AI-OCRなら、事前設定の手間もなく、フォーマットがバラバラの帳票を自動で認識してデータ化できます。より手間を削減したい場合は、AI-OCRがおすすめです。
【書類の保管スペースを削減】
大量の書類は、ファイルなどにまとめて棚に収納することになります。すると、その分の広さのある部屋を用意することになり、事務所の家賃が高くなるかもしれません。保管スペースが足りなくなり引っ越しとなると、またコストがかかります。
そこで、OCRによるデータ化で、大量の書類も少ない容量で保存でき、物理的な保管よりも場所を取りません。その結果、管理コストを削減できます。
【検索や共有がしやすい】
データ化によって、内容の編集やコピー&ペーストが可能になるため、ビジネスの意思決定や分析に必要なデータをすぐに取得できます。

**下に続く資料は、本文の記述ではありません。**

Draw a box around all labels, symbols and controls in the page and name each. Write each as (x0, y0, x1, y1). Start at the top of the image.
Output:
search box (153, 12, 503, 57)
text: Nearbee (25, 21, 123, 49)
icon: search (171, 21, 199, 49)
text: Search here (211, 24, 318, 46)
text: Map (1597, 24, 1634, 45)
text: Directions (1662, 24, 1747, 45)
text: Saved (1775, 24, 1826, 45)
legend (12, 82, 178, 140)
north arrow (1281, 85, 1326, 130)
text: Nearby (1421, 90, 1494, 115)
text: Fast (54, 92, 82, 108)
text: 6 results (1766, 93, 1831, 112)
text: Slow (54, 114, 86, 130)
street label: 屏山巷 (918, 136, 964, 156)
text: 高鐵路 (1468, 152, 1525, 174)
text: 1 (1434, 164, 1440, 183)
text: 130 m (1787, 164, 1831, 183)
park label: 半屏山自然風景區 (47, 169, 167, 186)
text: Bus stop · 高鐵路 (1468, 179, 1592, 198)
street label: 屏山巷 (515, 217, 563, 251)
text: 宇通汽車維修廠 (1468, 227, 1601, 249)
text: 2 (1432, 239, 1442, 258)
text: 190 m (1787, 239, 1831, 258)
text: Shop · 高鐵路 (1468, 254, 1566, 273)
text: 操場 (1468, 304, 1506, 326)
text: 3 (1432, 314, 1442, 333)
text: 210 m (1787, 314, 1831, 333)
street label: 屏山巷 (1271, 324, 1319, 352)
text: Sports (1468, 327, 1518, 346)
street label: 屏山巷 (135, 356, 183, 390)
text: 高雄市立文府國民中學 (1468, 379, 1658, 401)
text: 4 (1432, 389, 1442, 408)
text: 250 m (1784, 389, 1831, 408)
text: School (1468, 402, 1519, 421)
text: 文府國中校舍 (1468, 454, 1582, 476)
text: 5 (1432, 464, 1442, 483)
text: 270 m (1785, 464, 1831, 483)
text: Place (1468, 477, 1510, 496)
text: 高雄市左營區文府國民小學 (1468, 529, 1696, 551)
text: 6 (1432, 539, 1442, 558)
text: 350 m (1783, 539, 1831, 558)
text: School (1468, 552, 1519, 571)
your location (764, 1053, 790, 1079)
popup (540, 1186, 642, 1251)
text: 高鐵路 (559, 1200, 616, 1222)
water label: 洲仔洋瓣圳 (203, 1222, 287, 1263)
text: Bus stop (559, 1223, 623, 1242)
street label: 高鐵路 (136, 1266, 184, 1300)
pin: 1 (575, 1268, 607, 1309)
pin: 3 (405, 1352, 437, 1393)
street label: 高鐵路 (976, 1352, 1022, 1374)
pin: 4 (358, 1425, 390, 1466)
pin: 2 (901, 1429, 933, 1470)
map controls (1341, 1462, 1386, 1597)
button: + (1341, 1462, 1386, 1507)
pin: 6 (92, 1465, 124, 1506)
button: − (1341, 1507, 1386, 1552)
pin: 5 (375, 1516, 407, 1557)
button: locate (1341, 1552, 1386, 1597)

書類を1枚ずつ見ながら欲しい情報を手作業で探すよりも、効率的です。資料の作成や、社内・社外の人との情報共有が楽になるでしょう。
特にテレワークでは、情報をどこからでも閲覧・共有・編集できることが重要です。データ化すれば、インターネットやサーバー上で複数人が同時にファイルを編集できます。テレワーク業務のスピードアップには、データ化が必須とも言えます。
OCRツールの選定ポイント
OCRツールを選ぶときは、次の3つのポイントをチェックしましょう。OCRを最大限活用するために、自社の求めることや達成したいことと照らし合わせてみてください。
【文字の認識精度】
手書き文字を読み取る精度は、業務効率化において重要なポイントです。特に、手書き文字は、パターン化された印刷文字の認識よりも難しく、精度の高さが業務を左右します。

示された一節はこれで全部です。